La presentación de Manuel Adorni, vocero del presidente Javier Milei, en la Cámara de Diputados estuvo marcada por un clima de alta tensión política, con cruces directos con legisladores de la oposición, cuestionamientos sobre su rol y una defensa firme de su continuidad en el Gobierno.
El funcionario arribó al Congreso de la Nación en horas de la mañana, en la previa de una jornada que ya anticipaba debate intenso.

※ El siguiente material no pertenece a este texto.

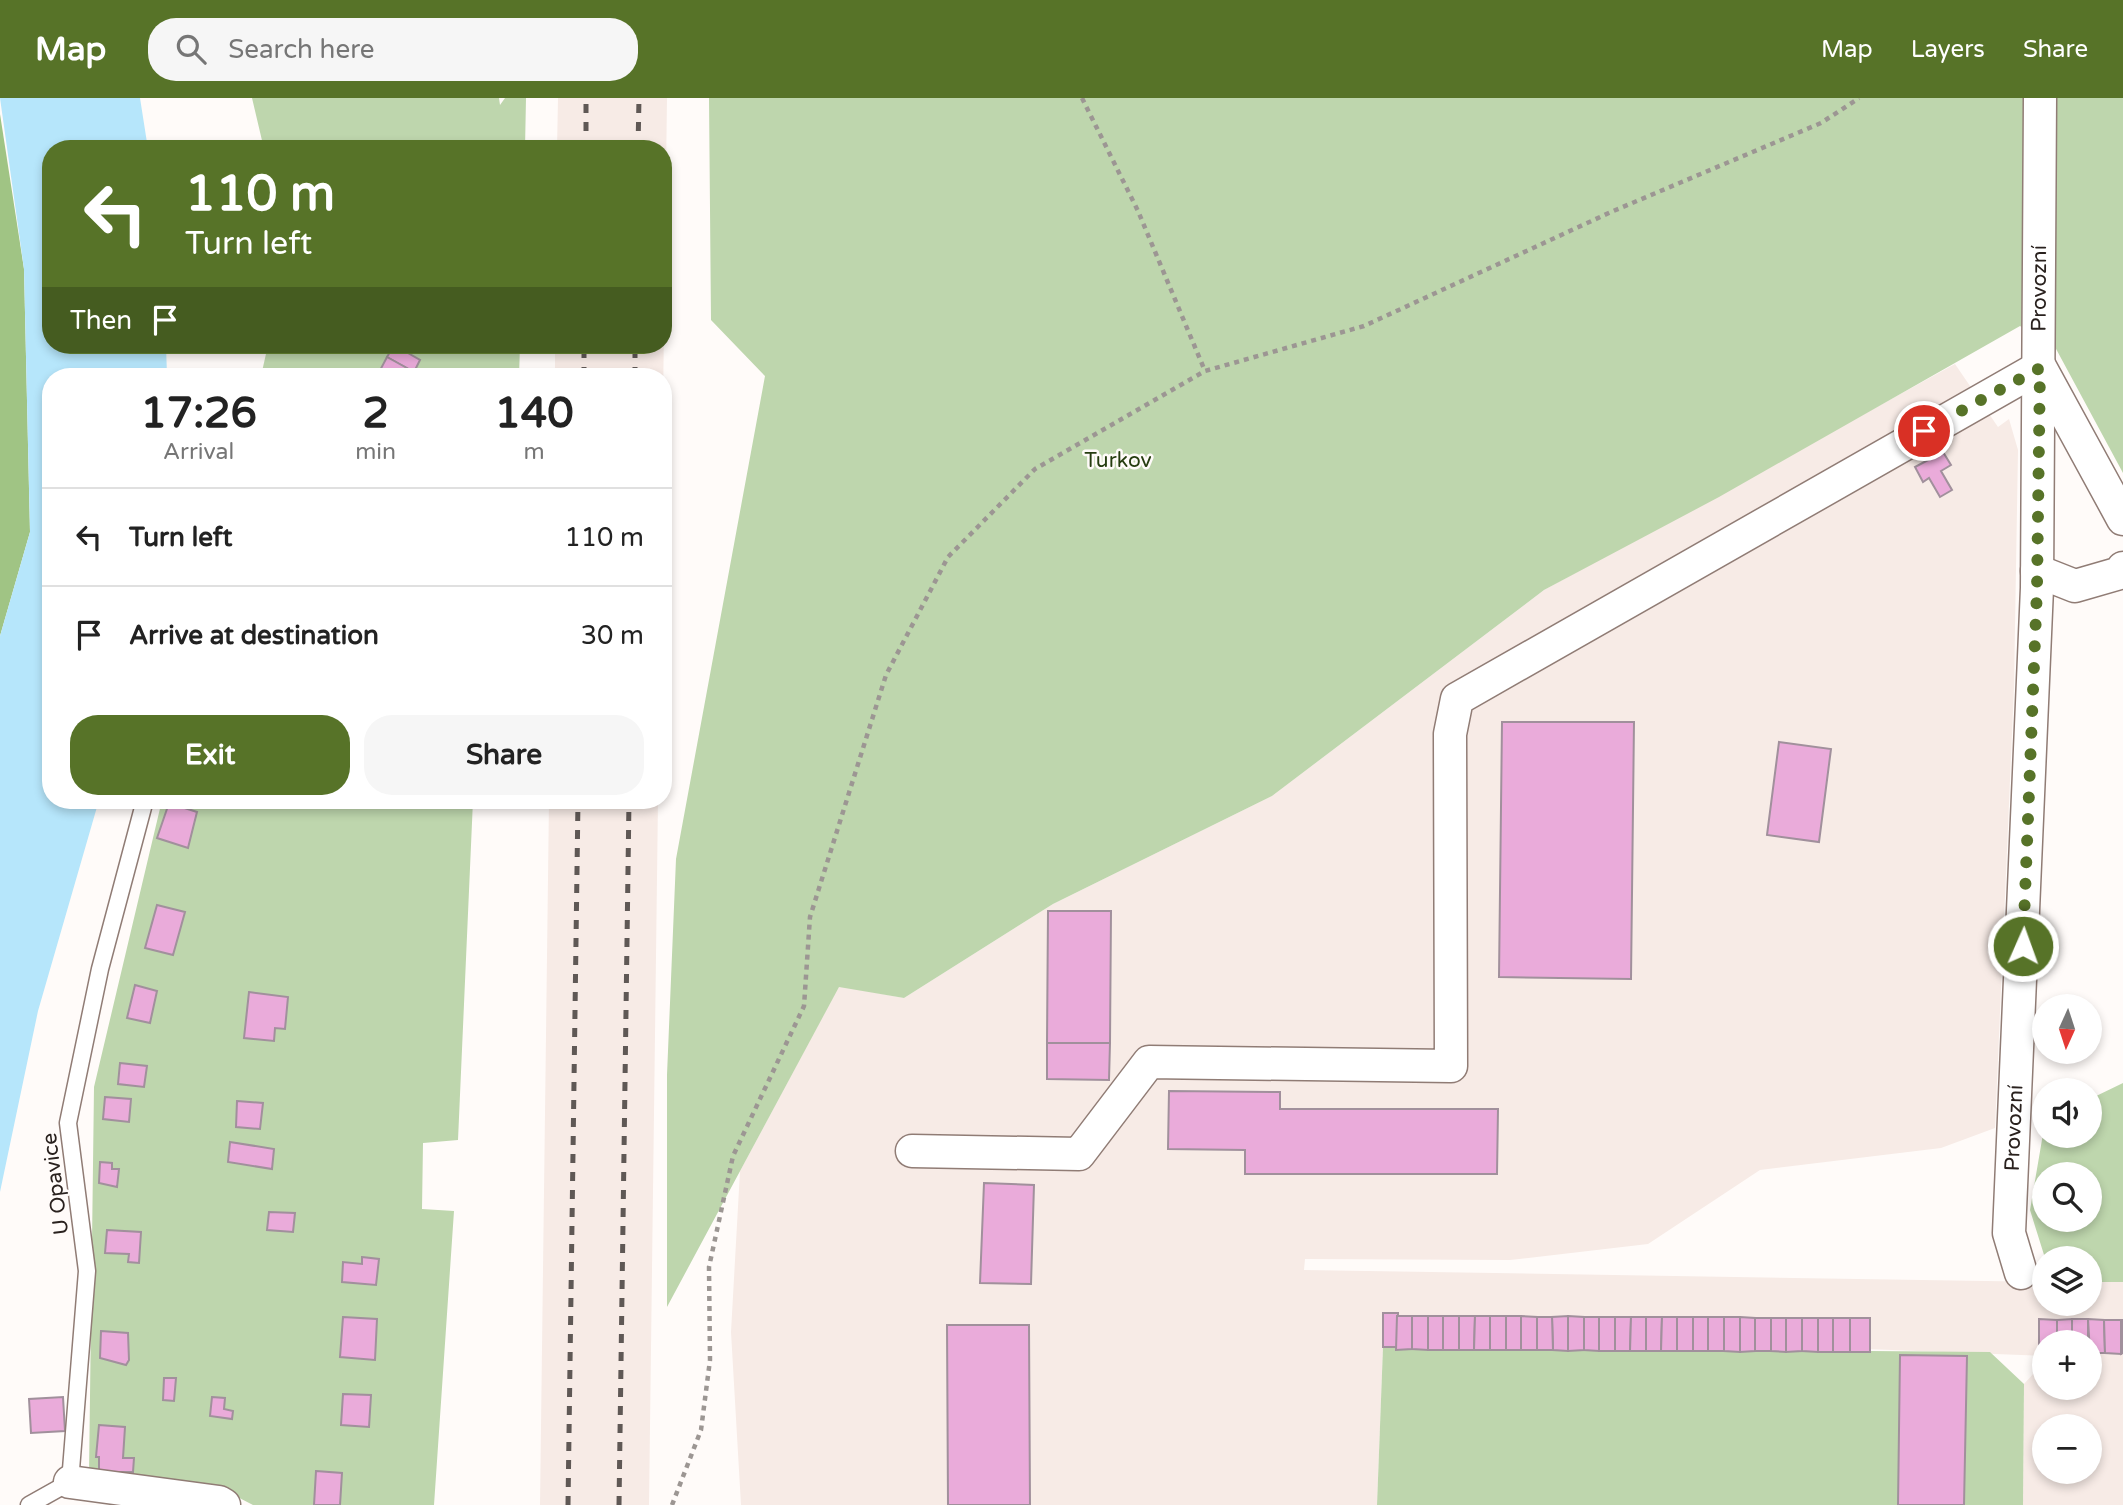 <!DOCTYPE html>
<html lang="en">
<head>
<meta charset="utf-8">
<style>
	body { margin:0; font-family:"Varela Round",sans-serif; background:#f6f6f6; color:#222; height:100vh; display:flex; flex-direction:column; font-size:26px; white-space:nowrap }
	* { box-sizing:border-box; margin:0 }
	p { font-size:23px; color:#767676 }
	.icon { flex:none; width:38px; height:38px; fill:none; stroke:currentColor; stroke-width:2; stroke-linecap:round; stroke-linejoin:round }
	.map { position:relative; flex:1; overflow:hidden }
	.side { position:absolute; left:42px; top:270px; width:630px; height:441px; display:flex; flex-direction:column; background:#fff; border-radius:28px; box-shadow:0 4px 10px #0003 }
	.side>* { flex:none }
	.top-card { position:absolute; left:42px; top:42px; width:630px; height:214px; border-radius:28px; box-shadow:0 4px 10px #0003; background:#577328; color:#fff; overflow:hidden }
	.needle { width:46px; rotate:183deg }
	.buttons { position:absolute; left:2032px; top:896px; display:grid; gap:14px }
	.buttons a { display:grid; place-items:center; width:70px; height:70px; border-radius:50%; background:#fff; box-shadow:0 4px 10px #0003; font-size:35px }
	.pin { position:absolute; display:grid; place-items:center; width:60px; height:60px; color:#fff; margin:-30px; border:4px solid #fff; border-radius:50%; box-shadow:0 2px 7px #0007 }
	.me { position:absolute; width:77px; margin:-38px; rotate:2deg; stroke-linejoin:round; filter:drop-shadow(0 0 5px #0008) }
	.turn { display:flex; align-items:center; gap:24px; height:147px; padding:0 28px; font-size:32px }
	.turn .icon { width:91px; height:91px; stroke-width:2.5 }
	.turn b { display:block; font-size:49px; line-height:60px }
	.then { display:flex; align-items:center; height:66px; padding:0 28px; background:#0003; gap:14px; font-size:26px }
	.eta { display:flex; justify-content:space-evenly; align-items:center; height:119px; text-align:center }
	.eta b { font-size:42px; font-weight:700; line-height:49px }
	.action { display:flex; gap:14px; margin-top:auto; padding:14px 28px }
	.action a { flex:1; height:80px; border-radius:28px; background:#577328; color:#fff; font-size:28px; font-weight:700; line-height:80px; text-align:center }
	.action a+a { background:#f6f6f6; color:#222 }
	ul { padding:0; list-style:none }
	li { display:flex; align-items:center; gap:21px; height:98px; padding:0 28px; border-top:2px solid #e0e0e0 }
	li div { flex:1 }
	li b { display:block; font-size:26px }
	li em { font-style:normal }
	header { display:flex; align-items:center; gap:42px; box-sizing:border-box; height:98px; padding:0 35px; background:#577328; color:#fff }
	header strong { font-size:33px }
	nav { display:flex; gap:38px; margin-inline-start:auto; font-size:24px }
	.search { width:490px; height:63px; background:#f6f6f6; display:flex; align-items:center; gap:18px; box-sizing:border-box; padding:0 24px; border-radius:28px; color:#767676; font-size:26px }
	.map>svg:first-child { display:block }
	.built { fill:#f7ebe6; fill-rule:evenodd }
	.green { fill:#bed6ad; fill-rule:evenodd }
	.forest { fill:#a0c484 }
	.water { fill:#b6e6fb }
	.building { fill:#eaabda; stroke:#a1909c; stroke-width:2 }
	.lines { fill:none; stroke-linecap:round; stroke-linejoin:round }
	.lane-casing { stroke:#907c75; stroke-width:19 }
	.street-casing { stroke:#907c75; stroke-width:35 }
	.path { stroke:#9c9693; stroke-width:4.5; stroke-dasharray:5 5; stroke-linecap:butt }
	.lane { stroke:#fff; stroke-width:16 }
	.street { stroke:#fff; stroke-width:32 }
	.rail { stroke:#5f5855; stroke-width:5; stroke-dasharray:9 9; stroke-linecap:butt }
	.route { stroke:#577328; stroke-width:12; stroke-dasharray:0 21.6 }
	.labels { text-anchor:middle; stroke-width:5; stroke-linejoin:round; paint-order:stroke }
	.street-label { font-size:21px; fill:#29211e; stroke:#fffbf9 }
	.park-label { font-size:21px; fill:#263d10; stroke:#fffbf9 }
</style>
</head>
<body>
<header>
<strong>Map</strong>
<div class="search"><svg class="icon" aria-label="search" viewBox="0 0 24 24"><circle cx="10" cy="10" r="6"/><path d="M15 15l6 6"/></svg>Search here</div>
<nav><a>Map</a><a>Layers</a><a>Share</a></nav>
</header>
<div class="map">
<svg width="2123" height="1407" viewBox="0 0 2123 1407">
	<rect width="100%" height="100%" fill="#fffbf9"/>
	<g class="built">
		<polygon points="558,0 667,0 663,304 663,278 555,278 555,247 663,247 663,51 557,51"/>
		<path d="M1955,266L1998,329L2009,321L2018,352L2014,589L1995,1030L1941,1050L1760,1072L1648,1146L1510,1162L1305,1161L1304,1172L2044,1184V1206H2090V1184H2123V1407H2023L2024,1286L2044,1264V1290H2090V1244H2044V1258L1866,1251L1383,1249L1377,1407H741L731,1234L740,1073L839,888L904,900L1053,806L1272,698L1544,492ZM2044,1328H2090V1374H2044Z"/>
		<polygon points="549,702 658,702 649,1407 540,1407"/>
	</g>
	<g class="green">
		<polygon points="252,0 499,0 500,7 505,0 526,0 525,51 264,51"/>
		<polygon points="709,0 2123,0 2123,375 2055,249 2020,228 1719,399 1544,492 1272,698 1053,806 904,900 839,889 667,1209 667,977 676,761 765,278 711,222"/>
		<polygon points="268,247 520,247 519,278 261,278"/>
		<polygon points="162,702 473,702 458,1042 423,1045 422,1111 454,1113 434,1407 253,1407 220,1390 89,1376 94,989"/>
		<path d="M2123,985V1184H2091L2090,1160H2045L2030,1112L2044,1030V1038H2090V1001ZM2090,1076V1122H2044V1076Z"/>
		<polygon points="1383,1249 1990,1254 2024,1286 2023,1407 1377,1407"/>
	</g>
	<polygon class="forest" points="0,16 24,171 30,434 0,538"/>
	<polygon class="water" points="0,0 140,0 148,51 51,51 51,247 166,247 167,278 51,278 51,702 99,702 38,913 0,1094 0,538 30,434 24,171"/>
	<g class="building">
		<polygon points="394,247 420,262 414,274 387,259"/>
		<polygon points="387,259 414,274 411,278 377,278"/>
		<polygon points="1943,354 1951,367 1941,373 1952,392 1940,399 1929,380 1923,384 1915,369"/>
		<polygon points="1502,624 1634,624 1631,881 1499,879"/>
		<polygon points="1779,644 1831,651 1819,744 1767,737"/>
		<polygon points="169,705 197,714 188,750 157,740"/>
		<polygon points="157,807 185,814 173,857 145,850"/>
		<polygon points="1048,813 1111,813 1110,945 1047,945"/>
		<polygon points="135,887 157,893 150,925 127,920"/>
		<polygon points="249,894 288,899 285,931 275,930 274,943 244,940"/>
		<polygon points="1047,945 1110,945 1109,982 1047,981"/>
		<polygon points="120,965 147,968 144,989 118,986"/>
		<polygon points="1169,993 1280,994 1280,1011 1498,1011 1497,1076 1245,1076 1245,1052 1168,1051"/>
		<polygon points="105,999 131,1001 129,1024 103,1021"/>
		<polygon points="237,1003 263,1005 260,1031 236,1029"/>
		<polygon points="230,1044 274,1051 272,1071 228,1064"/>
		<polygon points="100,1064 112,1065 112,1071 119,1071 117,1089 99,1085"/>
		<polygon points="984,1085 1034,1087 1031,1186 980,1185"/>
		<polygon points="269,1114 295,1115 293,1134 267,1132"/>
		<polygon points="107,1132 141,1134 139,1165 128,1164 129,1156 105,1155"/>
		<polygon points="362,1159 379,1161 376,1187 342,1184 343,1164 362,1166"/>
		<polygon points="1383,1215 1398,1215 1397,1249 1383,1249"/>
		<polygon points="1397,1218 1412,1218 1412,1251 1396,1252"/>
		<polygon points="1412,1218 1428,1218 1428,1252 1412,1251"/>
		<rect x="1428" y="1218" width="15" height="34"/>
		<rect x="1443" y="1218" width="16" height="34"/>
		<polygon points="1459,1218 1475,1218 1474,1252 1459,1252"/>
		<polygon points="1475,1218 1490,1218 1490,1252 1474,1252"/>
		<rect x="1490" y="1218" width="16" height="34"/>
		<rect x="1506" y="1218" width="15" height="34"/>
		<polygon points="1521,1218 1537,1219 1537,1252 1521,1252"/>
		<polygon points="1568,1218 1584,1219 1584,1252 1568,1253"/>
		<polygon points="1568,1218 1568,1253 1553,1252 1552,1219"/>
		<polygon points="343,1219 377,1221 375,1262 340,1259"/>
		<polygon points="1537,1219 1552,1219 1553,1252 1537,1252"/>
		<polygon points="1584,1219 1599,1219 1599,1253 1584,1252"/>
		<rect x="1599" y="1219" width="16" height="34"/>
		<polygon points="1615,1219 1631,1219 1630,1253 1615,1253"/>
		<polygon points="1631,1219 1646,1219 1646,1253 1630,1253"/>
		<polygon points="1646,1219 1662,1219 1661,1253 1646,1253"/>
		<polygon points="1662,1219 1677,1219 1677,1253 1661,1253"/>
		<rect x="1677" y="1219" width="16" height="34"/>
		<rect x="1693" y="1219" width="15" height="34"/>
		<rect x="1708" y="1219" width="16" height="34"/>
		<polygon points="1724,1219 1740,1219 1740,1254 1724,1253"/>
		<polygon points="1740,1219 1755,1220 1755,1253 1740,1254"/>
		<rect x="1755" y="1220" width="16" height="33"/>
		<polygon points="1771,1220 1786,1220 1786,1254 1771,1253"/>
		<polygon points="1786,1220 1802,1220 1802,1253 1786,1254"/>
		<polygon points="1802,1220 1818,1220 1818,1254 1802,1253"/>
		<rect x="1818" y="1220" width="15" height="34"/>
		<rect x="1833" y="1220" width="17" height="34"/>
		<rect x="1850" y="1220" width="20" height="34"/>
		<polygon points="2039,1221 2057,1222 2057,1244 2044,1244 2044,1254 2039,1254"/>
		<rect x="2072" y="1221" width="16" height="23"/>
		<polygon points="2072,1221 2072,1244 2057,1244 2057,1222"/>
		<polygon points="2088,1221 2104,1222 2105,1255 2090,1255"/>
		<polygon points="2104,1222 2121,1222 2121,1256 2105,1255"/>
		<polygon points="2121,1222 2123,1222 2123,1255 2121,1256"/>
		<polygon points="947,1227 1029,1227 1030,1407 948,1407"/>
		<polygon points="101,1233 128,1235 129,1262 126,1267 100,1260"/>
		<polygon points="1900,1257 1967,1258 1964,1407 1898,1407"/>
		<polygon points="164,1280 176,1280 174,1303 163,1302"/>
		<polygon points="343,1296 371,1297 369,1329 341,1327"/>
		<polygon points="63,1299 65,1333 31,1335 29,1301"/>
		<polygon points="212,1299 225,1300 224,1311 233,1313 232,1321 210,1318"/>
		<polygon points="99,1327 125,1329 123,1360 134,1360 133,1374 99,1374 99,1359 96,1359"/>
		<polygon points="316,1373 342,1375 340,1407 314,1407"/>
	</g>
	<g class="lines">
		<defs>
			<polyline id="lane" points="29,1407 70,1384 87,1173 68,1025 100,871 145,702"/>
			<g id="street">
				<polyline points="2037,473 2075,488 2120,475 2123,470"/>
				<polyline points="912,1053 1079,1056 1149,964 1451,968 1450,636 1457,601 2040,269 2123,421"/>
				<path id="s1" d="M2021,1175L2009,1135L2037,490L2040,0"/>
				<polyline points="70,1384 219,1404 224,1407"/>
			</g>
		</defs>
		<use href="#lane" class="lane-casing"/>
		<use href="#street" class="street-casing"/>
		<g class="path">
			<polyline points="1082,0 1138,113 1205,273"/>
			<polyline points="672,1407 701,1332 710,1262 709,1169 733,1058 804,908 810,819 886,577 948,459 1035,371 1205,273 1364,228 1611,114 1821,25 1859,0"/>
		</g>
		<use href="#lane" class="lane"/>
		<use href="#street" class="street"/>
		<g class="rail">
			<polyline points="586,51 586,0"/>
			<polyline points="638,51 639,0"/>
			<polyline points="584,278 584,247"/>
			<polyline points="635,278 635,247"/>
			<polyline points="568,1407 578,702"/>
			<polyline points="619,1407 629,702"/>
		</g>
	</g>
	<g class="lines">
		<polyline class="route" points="1924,333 2040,270 2037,491 2023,848"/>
	</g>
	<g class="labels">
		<g class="street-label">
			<text dy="7" stroke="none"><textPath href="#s1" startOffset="987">Provozní</textPath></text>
			<text dy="7" stroke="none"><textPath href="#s1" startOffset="147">Provozní</textPath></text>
			<text transform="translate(55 1086) rotate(-97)" y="7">U Opavice</text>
		</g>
		<g class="park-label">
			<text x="1118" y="369">Turkov</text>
		</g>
	</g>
</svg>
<div class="buttons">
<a><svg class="needle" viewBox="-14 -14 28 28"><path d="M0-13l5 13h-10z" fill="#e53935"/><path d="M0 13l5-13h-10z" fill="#767676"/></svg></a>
<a><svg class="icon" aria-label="sound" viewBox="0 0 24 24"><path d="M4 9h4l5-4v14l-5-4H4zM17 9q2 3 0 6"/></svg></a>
<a><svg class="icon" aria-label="search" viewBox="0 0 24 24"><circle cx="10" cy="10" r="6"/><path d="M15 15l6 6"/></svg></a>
<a><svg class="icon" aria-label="layers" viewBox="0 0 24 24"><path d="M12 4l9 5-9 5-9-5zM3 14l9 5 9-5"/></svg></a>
<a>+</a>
<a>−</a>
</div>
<div class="pin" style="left:1924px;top:333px;background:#d93025"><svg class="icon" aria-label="arrive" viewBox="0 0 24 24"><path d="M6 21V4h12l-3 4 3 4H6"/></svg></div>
<svg class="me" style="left:2023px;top:848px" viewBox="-20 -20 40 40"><circle r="17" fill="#577328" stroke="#fff" stroke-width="3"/><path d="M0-11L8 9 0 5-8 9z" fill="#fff"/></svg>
<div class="top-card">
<div class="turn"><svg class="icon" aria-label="left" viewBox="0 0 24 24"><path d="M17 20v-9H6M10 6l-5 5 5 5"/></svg><div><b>110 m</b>Turn left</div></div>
<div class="then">Then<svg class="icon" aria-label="arrive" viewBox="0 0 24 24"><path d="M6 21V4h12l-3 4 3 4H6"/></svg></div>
</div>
<section class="side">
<div class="eta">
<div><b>17:26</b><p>Arrival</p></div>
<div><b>2</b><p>min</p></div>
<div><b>140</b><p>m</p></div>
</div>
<ul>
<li><svg class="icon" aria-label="left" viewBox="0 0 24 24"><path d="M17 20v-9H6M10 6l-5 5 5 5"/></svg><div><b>Turn left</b></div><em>110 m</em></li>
<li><svg class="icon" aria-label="arrive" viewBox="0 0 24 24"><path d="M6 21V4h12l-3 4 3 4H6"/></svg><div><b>Arrive at destination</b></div><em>30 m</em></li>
</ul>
<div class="action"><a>Exit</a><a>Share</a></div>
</section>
</div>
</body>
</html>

Antes de ingresar al recinto, evitó hacer declaraciones extensas ante la prensa, aunque dejó en claro que asistiría a “dar las explicaciones necesarias”.
Durante su exposición, Adorni defendió su gestión como vocero presidencial y rechazó las acusaciones impulsadas por sectores opositores, que lo señalaron por supuestas irregularidades en su función pública. En ese marco, el funcionario negó categóricamente cualquier tipo de maniobra indebida y sostuvo que su desempeño se ajusta “estrictamente a la ley”.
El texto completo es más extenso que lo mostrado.